DATA section start

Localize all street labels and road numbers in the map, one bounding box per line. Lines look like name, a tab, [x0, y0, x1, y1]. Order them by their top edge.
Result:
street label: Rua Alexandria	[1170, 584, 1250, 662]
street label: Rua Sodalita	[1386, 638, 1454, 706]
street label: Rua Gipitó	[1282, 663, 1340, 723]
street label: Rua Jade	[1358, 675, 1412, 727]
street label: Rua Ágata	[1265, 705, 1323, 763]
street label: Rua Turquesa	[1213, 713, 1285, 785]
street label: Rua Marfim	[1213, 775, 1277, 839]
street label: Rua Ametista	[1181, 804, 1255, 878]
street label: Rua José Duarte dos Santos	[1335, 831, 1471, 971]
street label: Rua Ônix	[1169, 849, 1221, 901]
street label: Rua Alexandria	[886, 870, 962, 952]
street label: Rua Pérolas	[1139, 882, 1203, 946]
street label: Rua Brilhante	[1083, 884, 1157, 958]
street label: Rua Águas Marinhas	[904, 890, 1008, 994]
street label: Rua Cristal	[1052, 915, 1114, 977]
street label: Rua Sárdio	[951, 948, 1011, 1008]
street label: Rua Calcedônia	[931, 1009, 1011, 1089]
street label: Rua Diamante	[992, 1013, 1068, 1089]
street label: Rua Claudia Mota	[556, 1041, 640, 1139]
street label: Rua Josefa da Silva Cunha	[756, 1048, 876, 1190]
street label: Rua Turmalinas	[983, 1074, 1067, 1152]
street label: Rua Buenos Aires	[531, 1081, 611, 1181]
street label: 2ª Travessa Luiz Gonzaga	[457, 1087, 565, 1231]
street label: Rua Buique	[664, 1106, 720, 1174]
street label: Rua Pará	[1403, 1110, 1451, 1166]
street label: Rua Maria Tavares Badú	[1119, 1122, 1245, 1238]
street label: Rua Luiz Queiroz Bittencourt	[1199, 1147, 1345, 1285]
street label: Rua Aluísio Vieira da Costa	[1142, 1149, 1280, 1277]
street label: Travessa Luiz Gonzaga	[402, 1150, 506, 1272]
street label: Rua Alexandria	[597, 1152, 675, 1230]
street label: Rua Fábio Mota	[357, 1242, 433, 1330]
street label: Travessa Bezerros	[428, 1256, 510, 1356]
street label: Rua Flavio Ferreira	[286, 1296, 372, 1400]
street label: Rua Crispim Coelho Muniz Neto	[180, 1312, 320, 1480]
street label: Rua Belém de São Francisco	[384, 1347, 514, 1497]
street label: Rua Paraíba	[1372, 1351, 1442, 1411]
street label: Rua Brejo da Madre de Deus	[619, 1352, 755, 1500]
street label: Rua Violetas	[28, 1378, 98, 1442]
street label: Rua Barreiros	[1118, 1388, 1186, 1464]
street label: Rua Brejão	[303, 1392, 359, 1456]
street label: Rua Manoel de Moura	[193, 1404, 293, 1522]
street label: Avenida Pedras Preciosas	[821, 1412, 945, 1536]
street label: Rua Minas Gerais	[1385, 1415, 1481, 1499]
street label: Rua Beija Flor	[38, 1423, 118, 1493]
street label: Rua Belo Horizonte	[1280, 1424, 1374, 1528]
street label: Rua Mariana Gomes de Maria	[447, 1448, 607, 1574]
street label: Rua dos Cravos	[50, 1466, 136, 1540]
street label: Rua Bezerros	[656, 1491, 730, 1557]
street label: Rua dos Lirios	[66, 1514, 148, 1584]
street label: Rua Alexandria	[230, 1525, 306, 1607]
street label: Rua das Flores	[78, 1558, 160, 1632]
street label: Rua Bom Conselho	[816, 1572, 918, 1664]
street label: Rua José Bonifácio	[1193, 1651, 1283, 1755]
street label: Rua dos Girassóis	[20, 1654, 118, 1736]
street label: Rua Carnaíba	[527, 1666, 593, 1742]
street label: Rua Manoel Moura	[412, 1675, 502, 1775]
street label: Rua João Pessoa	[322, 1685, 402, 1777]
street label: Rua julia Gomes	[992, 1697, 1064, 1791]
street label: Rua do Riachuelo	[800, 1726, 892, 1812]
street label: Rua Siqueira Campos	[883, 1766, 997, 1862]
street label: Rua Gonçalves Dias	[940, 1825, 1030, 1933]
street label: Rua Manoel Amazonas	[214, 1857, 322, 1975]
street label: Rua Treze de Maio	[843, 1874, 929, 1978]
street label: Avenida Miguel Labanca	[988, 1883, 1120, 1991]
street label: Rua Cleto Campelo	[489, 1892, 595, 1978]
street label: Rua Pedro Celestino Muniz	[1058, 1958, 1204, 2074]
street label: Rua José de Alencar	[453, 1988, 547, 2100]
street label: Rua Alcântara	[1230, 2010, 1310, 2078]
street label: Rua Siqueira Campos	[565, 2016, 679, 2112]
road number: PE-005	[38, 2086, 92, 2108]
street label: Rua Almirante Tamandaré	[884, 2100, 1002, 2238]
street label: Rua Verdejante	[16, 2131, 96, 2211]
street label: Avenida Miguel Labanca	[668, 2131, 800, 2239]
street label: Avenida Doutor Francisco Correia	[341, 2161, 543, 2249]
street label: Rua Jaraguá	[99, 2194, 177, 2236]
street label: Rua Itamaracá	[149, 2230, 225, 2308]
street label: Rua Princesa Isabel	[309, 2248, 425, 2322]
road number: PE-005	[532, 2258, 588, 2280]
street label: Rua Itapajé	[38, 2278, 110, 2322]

DATA section end

TASK DIRECTIONS =
What is needed is an exact transcription of every entry.

COMPLETED EXERCISE =
Localize all street labels and road numbers in the map, one bounding box per line. Lines look like name, a tab, [x0, y0, x1, y1]. Order them by their top edge.
Result:
street label: Rua Alexandria	[1170, 584, 1250, 662]
street label: Rua Sodalita	[1386, 638, 1454, 706]
street label: Rua Gipitó	[1282, 663, 1340, 723]
street label: Rua Jade	[1358, 675, 1412, 727]
street label: Rua Ágata	[1265, 705, 1323, 763]
street label: Rua Turquesa	[1213, 713, 1285, 785]
street label: Rua Marfim	[1213, 775, 1277, 839]
street label: Rua Ametista	[1181, 804, 1255, 878]
street label: Rua José Duarte dos Santos	[1335, 831, 1471, 971]
street label: Rua Ônix	[1169, 849, 1221, 901]
street label: Rua Alexandria	[886, 870, 962, 952]
street label: Rua Pérolas	[1139, 882, 1203, 946]
street label: Rua Brilhante	[1083, 884, 1157, 958]
street label: Rua Águas Marinhas	[904, 890, 1008, 994]
street label: Rua Cristal	[1052, 915, 1114, 977]
street label: Rua Sárdio	[951, 948, 1011, 1008]
street label: Rua Calcedônia	[931, 1009, 1011, 1089]
street label: Rua Diamante	[992, 1013, 1068, 1089]
street label: Rua Claudia Mota	[556, 1041, 640, 1139]
street label: Rua Josefa da Silva Cunha	[756, 1048, 876, 1190]
street label: Rua Turmalinas	[983, 1074, 1067, 1152]
street label: Rua Buenos Aires	[531, 1081, 611, 1181]
street label: 2ª Travessa Luiz Gonzaga	[457, 1087, 565, 1231]
street label: Rua Buique	[664, 1106, 720, 1174]
street label: Rua Pará	[1403, 1110, 1451, 1166]
street label: Rua Maria Tavares Badú	[1119, 1122, 1245, 1238]
street label: Rua Luiz Queiroz Bittencourt	[1199, 1147, 1345, 1285]
street label: Rua Aluísio Vieira da Costa	[1142, 1149, 1280, 1277]
street label: Travessa Luiz Gonzaga	[402, 1150, 506, 1272]
street label: Rua Alexandria	[597, 1152, 675, 1230]
street label: Rua Fábio Mota	[357, 1242, 433, 1330]
street label: Travessa Bezerros	[428, 1256, 510, 1356]
street label: Rua Flavio Ferreira	[286, 1296, 372, 1400]
street label: Rua Crispim Coelho Muniz Neto	[180, 1312, 320, 1480]
street label: Rua Belém de São Francisco	[384, 1347, 514, 1497]
street label: Rua Paraíba	[1372, 1351, 1442, 1411]
street label: Rua Brejo da Madre de Deus	[619, 1352, 755, 1500]
street label: Rua Violetas	[28, 1378, 98, 1442]
street label: Rua Barreiros	[1118, 1388, 1186, 1464]
street label: Rua Brejão	[303, 1392, 359, 1456]
street label: Rua Manoel de Moura	[193, 1404, 293, 1522]
street label: Avenida Pedras Preciosas	[821, 1412, 945, 1536]
street label: Rua Minas Gerais	[1385, 1415, 1481, 1499]
street label: Rua Beija Flor	[38, 1423, 118, 1493]
street label: Rua Belo Horizonte	[1280, 1424, 1374, 1528]
street label: Rua Mariana Gomes de Maria	[447, 1448, 607, 1574]
street label: Rua dos Cravos	[50, 1466, 136, 1540]
street label: Rua Bezerros	[656, 1491, 730, 1557]
street label: Rua dos Lirios	[66, 1514, 148, 1584]
street label: Rua Alexandria	[230, 1525, 306, 1607]
street label: Rua das Flores	[78, 1558, 160, 1632]
street label: Rua Bom Conselho	[816, 1572, 918, 1664]
street label: Rua José Bonifácio	[1193, 1651, 1283, 1755]
street label: Rua dos Girassóis	[20, 1654, 118, 1736]
street label: Rua Carnaíba	[527, 1666, 593, 1742]
street label: Rua Manoel Moura	[412, 1675, 502, 1775]
street label: Rua João Pessoa	[322, 1685, 402, 1777]
street label: Rua julia Gomes	[992, 1697, 1064, 1791]
street label: Rua do Riachuelo	[800, 1726, 892, 1812]
street label: Rua Siqueira Campos	[883, 1766, 997, 1862]
street label: Rua Gonçalves Dias	[940, 1825, 1030, 1933]
street label: Rua Manoel Amazonas	[214, 1857, 322, 1975]
street label: Rua Treze de Maio	[843, 1874, 929, 1978]
street label: Avenida Miguel Labanca	[988, 1883, 1120, 1991]
street label: Rua Cleto Campelo	[489, 1892, 595, 1978]
street label: Rua Pedro Celestino Muniz	[1058, 1958, 1204, 2074]
street label: Rua José de Alencar	[453, 1988, 547, 2100]
street label: Rua Alcântara	[1230, 2010, 1310, 2078]
street label: Rua Siqueira Campos	[565, 2016, 679, 2112]
road number: PE-005	[38, 2086, 92, 2108]
street label: Rua Almirante Tamandaré	[884, 2100, 1002, 2238]
street label: Rua Verdejante	[16, 2131, 96, 2211]
street label: Avenida Miguel Labanca	[668, 2131, 800, 2239]
street label: Avenida Doutor Francisco Correia	[341, 2161, 543, 2249]
street label: Rua Jaraguá	[99, 2194, 177, 2236]
street label: Rua Itamaracá	[149, 2230, 225, 2308]
street label: Rua Princesa Isabel	[309, 2248, 425, 2322]
road number: PE-005	[532, 2258, 588, 2280]
street label: Rua Itapajé	[38, 2278, 110, 2322]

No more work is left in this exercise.